Higress is an API gateway developed by Alibaba Cloud that bridges traditional API infrastructure and the emerging requirements of AI-native applications. While conventional gateways handle request routing, rate limiting, and authentication based on HTTP semantics, Higress extends these concepts to understand AI-specific traffic patterns. Token-based rate limiting controls costs by counting LLM tokens rather than raw requests. Model routing directs traffic to different LLM providers based on request characteristics. Prompt caching reduces latency and cost for repeated queries.

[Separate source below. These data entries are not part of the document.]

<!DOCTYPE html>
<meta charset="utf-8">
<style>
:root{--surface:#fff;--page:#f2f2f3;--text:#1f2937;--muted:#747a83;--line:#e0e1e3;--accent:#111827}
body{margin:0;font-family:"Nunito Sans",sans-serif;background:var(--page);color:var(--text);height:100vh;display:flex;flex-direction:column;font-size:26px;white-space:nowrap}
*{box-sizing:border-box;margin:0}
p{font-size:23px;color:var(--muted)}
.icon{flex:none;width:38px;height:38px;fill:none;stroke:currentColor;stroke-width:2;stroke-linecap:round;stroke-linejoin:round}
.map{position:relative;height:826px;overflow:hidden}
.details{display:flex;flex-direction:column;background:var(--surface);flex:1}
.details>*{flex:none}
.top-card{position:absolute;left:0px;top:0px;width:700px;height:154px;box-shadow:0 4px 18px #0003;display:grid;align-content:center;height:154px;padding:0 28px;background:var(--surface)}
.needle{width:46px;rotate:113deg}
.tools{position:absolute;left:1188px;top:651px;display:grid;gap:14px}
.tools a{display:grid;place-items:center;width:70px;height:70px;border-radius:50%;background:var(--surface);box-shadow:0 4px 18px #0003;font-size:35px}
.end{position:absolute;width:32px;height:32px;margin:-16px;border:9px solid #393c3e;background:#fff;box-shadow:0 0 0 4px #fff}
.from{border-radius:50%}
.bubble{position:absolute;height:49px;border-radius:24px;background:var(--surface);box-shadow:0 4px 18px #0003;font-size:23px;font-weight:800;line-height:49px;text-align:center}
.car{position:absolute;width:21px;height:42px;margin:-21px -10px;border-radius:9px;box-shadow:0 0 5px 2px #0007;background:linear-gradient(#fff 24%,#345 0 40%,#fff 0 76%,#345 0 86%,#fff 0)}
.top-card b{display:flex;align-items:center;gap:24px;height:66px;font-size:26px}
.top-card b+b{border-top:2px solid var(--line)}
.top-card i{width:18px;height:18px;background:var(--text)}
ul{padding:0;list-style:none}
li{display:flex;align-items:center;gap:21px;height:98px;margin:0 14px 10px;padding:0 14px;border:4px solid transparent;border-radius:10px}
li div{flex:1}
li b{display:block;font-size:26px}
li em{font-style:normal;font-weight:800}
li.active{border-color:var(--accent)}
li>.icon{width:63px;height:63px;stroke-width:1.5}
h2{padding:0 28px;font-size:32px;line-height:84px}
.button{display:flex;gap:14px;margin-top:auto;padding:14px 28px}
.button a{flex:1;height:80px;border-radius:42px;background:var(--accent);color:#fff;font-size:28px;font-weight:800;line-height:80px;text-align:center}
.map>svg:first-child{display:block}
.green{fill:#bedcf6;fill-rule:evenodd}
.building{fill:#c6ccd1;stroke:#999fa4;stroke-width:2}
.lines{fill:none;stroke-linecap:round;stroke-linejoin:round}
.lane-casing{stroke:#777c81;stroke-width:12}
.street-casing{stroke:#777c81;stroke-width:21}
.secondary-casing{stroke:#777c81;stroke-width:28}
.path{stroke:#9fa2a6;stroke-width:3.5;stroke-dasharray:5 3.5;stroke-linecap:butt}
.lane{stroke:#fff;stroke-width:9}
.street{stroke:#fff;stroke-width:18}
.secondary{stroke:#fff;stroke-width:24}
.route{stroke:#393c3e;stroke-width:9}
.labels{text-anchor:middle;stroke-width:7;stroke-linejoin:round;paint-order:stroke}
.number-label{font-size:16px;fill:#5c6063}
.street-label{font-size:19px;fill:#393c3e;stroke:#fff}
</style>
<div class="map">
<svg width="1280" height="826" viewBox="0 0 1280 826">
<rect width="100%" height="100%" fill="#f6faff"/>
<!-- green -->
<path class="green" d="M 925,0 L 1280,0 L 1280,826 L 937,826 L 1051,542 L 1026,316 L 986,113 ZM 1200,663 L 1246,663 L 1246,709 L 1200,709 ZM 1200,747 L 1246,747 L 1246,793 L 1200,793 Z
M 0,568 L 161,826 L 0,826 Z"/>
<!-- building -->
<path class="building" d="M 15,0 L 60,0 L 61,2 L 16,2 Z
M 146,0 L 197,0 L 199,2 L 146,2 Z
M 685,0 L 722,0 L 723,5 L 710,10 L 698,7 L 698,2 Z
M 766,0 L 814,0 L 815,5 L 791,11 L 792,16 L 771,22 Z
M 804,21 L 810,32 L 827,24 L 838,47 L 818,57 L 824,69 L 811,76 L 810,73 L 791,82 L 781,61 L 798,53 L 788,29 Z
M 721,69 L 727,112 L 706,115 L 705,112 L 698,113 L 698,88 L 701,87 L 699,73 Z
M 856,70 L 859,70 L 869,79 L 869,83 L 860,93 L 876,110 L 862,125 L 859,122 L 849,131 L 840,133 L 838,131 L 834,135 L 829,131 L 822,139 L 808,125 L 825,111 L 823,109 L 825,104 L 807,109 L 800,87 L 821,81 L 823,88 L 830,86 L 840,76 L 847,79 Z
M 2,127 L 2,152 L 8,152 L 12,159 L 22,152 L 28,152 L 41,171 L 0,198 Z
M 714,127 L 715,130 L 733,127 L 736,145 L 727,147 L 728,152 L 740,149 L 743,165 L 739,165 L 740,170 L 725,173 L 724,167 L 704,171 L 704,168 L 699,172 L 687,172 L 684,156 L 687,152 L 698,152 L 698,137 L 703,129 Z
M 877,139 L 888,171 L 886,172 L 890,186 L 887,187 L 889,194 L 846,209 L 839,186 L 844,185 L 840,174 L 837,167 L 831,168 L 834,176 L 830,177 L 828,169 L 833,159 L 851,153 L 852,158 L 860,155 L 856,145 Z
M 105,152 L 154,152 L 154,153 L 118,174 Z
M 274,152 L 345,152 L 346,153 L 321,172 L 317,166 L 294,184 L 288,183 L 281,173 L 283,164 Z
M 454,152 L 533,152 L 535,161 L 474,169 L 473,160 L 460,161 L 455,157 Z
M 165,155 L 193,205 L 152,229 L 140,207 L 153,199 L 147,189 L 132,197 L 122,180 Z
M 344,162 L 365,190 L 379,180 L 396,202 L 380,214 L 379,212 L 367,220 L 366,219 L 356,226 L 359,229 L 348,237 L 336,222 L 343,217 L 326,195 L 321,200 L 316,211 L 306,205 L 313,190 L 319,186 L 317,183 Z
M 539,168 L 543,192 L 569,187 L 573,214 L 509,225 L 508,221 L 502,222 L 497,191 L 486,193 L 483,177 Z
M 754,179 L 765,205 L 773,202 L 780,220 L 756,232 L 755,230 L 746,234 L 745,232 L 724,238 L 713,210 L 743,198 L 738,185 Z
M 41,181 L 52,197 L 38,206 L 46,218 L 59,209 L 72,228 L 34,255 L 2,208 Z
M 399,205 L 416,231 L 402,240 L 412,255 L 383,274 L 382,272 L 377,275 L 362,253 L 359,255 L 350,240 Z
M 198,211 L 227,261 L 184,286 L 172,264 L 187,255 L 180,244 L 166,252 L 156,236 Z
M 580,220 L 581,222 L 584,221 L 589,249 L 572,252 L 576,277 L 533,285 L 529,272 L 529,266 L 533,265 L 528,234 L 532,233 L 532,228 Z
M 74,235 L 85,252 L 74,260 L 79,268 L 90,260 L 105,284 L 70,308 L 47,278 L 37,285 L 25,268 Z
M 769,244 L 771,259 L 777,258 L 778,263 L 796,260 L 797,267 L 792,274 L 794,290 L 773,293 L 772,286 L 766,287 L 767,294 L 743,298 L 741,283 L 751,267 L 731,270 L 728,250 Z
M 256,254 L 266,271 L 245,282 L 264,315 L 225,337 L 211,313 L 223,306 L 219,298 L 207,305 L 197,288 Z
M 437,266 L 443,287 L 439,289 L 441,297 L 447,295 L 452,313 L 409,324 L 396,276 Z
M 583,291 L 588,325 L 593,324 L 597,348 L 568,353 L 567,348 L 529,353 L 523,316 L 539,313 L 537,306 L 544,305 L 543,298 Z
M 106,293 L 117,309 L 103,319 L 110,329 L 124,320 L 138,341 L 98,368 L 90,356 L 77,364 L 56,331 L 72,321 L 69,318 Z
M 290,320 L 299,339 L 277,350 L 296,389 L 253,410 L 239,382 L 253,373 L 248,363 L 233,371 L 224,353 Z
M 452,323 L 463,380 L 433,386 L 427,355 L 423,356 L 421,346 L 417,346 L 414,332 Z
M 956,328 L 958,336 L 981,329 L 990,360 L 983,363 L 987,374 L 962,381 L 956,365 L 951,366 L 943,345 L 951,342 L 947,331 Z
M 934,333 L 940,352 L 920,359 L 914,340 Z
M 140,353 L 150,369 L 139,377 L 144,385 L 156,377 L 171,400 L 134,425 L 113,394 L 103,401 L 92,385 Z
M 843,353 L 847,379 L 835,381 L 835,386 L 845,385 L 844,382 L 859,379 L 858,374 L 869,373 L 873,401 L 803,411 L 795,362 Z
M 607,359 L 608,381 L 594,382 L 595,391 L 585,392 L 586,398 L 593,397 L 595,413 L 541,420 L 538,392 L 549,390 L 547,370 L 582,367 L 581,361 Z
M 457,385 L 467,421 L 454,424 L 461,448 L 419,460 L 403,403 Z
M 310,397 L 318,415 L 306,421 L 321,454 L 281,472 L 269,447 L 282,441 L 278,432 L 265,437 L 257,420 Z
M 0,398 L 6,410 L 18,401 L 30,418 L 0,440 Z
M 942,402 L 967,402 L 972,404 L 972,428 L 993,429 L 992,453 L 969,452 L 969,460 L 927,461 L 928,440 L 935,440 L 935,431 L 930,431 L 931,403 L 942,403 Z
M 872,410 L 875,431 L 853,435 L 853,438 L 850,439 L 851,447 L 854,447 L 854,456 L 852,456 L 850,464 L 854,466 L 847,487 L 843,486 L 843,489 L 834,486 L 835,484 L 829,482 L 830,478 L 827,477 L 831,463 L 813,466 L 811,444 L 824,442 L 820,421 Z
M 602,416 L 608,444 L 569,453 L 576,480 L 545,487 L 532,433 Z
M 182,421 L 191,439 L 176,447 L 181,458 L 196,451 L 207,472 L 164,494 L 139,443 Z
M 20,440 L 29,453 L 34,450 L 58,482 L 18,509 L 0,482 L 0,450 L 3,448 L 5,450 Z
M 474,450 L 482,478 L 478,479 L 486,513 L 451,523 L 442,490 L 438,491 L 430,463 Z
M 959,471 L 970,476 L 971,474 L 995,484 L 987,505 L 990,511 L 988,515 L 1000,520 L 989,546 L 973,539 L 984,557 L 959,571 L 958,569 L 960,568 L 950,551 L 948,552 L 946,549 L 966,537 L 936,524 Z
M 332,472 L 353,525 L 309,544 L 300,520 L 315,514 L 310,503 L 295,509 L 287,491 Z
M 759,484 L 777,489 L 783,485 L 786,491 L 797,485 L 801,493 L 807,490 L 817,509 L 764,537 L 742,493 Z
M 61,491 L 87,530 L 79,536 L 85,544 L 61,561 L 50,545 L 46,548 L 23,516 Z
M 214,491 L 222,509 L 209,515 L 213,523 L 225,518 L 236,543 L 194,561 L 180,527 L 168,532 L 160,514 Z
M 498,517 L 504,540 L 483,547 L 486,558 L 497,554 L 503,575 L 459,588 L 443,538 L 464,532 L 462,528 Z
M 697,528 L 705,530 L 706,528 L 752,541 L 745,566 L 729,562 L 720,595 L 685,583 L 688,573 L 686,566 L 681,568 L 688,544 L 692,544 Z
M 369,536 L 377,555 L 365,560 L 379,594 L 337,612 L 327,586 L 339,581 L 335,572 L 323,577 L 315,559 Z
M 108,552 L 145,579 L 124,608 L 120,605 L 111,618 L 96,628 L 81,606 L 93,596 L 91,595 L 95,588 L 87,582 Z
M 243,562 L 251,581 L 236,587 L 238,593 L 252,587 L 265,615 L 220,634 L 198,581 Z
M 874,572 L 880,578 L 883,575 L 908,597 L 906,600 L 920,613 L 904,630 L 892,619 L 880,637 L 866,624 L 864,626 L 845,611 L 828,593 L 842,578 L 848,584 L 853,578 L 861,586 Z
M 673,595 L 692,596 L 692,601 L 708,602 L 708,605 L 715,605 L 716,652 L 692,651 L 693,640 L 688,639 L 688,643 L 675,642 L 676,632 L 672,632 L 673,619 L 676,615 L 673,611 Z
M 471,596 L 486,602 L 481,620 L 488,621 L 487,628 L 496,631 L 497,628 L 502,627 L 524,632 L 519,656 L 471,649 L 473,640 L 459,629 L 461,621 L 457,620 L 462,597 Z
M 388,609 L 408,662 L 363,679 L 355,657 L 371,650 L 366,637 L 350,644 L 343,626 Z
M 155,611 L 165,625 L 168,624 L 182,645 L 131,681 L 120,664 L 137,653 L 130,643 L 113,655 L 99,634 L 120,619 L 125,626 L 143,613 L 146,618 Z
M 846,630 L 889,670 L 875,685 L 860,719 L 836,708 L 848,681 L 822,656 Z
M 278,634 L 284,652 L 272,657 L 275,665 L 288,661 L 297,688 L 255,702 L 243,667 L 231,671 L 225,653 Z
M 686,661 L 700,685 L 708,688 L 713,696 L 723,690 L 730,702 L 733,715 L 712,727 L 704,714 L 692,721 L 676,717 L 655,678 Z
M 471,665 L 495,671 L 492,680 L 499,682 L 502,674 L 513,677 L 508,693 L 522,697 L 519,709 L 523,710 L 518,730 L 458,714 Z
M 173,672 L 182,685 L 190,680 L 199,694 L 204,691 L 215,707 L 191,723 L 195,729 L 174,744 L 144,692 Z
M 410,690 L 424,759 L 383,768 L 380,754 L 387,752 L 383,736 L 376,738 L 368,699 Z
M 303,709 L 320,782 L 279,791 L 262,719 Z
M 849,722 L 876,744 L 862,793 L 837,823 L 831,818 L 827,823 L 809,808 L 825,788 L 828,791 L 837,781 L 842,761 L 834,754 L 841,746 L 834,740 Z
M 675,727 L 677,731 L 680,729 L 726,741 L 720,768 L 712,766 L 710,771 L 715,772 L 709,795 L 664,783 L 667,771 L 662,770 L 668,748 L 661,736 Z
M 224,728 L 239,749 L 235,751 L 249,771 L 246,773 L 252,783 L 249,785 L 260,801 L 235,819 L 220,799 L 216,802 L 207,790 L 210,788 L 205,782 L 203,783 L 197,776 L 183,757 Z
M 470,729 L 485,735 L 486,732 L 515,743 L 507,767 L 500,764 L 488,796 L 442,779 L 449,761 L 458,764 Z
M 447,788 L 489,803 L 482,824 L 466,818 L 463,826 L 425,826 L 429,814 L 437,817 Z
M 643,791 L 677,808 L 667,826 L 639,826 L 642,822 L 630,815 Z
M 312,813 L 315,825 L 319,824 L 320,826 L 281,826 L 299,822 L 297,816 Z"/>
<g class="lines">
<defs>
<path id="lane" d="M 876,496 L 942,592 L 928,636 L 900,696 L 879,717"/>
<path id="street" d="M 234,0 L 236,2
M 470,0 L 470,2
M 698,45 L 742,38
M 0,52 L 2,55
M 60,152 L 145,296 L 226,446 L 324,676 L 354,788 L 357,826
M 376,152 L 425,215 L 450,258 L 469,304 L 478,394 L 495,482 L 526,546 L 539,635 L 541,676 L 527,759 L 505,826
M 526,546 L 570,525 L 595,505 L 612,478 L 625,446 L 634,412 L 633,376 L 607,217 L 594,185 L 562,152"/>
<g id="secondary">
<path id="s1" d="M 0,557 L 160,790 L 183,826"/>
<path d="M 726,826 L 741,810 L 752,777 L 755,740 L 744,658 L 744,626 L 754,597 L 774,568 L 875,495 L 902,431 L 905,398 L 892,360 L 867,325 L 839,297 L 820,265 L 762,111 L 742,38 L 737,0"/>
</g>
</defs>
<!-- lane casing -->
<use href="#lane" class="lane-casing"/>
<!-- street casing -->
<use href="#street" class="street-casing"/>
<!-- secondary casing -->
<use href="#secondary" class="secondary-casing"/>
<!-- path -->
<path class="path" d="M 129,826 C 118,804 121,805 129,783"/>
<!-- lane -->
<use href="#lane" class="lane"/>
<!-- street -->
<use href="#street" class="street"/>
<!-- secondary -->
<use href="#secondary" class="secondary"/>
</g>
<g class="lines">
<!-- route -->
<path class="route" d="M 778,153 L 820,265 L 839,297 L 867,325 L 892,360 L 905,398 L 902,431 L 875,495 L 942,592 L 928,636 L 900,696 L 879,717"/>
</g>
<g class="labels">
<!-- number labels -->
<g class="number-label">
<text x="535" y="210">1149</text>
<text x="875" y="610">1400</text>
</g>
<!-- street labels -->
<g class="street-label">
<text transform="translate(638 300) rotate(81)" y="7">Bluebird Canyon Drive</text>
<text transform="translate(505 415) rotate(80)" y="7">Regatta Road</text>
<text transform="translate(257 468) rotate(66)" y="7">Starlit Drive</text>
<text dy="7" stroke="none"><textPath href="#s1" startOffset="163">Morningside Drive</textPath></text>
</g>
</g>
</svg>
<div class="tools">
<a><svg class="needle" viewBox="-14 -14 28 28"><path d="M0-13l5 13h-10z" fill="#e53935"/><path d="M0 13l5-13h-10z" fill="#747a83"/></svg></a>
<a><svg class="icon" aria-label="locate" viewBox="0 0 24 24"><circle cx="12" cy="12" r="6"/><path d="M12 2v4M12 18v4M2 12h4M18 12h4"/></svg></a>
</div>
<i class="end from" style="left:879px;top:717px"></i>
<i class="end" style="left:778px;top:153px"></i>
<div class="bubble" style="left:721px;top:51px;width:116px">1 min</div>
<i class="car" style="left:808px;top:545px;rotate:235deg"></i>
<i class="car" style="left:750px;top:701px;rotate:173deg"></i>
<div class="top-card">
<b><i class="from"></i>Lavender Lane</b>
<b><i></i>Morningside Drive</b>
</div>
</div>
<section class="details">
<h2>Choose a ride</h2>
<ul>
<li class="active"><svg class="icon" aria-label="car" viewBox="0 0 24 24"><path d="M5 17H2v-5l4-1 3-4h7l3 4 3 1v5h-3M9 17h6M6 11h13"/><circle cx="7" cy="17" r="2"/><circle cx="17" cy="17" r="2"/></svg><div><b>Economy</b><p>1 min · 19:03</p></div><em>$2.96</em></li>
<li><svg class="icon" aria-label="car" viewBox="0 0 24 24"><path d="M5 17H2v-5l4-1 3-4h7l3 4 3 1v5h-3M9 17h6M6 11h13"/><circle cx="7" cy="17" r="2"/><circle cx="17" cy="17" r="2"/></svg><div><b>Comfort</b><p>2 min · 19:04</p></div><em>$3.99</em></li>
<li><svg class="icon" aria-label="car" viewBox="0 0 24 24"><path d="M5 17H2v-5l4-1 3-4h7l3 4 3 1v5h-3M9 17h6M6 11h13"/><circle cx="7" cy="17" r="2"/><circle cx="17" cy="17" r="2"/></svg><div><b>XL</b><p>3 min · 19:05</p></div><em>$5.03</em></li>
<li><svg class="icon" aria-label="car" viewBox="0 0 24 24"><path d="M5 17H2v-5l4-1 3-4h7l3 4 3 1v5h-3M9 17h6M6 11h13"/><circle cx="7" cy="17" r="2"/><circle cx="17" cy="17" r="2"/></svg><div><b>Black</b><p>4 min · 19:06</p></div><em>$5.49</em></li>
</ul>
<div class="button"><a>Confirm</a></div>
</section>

The gateway is built on the battle-tested Envoy proxy and Istio service mesh, inheriting their performance, reliability, and extensibility while adding an AI-aware control plane. A particularly distinctive feature is native MCP server hosting, which lets teams expose tools and data sources to AI agents through the Model Context Protocol directly from the gateway layer. This eliminates the need for separate MCP server infrastructure and centralizes agent-to-tool communication through existing API management workflows.
Higress powers production workloads at Alibaba Cloud, supporting their Tongyi Bailian and PAI AI platforms. The project has over 8,000 GitHub stars and is Apache 2.0 licensed. It represents a category of infrastructure that barely exists in Western developer tool directories — AI-native API gateways that understand the specific traffic patterns, cost models, and integration requirements of LLM-powered applications. Plugin support via WASM allows custom routing logic without gateway restarts.